(Stored data entries)
==========

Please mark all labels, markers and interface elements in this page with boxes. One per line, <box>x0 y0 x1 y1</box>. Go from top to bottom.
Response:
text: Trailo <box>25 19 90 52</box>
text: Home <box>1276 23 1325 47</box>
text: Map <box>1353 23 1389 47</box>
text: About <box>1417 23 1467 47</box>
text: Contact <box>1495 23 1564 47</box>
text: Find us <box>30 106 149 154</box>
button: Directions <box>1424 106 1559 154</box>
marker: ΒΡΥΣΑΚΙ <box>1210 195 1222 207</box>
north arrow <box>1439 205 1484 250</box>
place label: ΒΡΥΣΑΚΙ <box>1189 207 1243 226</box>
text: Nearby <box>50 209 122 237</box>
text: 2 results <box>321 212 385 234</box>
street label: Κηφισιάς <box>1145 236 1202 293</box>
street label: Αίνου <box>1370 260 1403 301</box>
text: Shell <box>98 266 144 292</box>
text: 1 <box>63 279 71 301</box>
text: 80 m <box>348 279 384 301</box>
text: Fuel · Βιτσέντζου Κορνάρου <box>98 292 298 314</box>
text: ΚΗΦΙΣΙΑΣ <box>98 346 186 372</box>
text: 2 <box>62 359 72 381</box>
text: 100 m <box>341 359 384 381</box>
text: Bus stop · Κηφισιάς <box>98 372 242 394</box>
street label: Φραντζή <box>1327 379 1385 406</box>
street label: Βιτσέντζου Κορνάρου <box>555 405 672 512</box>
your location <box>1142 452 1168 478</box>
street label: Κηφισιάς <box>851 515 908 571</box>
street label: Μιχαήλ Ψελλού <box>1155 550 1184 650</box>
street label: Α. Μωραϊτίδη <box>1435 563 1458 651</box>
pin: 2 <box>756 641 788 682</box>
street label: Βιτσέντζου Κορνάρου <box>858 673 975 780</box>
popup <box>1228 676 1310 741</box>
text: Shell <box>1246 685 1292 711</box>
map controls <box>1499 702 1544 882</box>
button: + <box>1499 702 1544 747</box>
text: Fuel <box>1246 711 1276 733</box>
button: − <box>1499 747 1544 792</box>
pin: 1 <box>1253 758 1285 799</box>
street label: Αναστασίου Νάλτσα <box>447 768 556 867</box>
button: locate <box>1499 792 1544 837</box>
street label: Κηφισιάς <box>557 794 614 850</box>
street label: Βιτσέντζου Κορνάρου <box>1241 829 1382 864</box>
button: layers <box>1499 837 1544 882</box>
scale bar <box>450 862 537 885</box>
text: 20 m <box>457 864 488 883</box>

==========

_What this task involves_.
In the entries above, find each line with the word "Fuel" and return it.

_Task output_.
text: Fuel · Βιτσέντζου Κορνάρου <box>98 292 298 314</box>
text: Fuel <box>1246 711 1276 733</box>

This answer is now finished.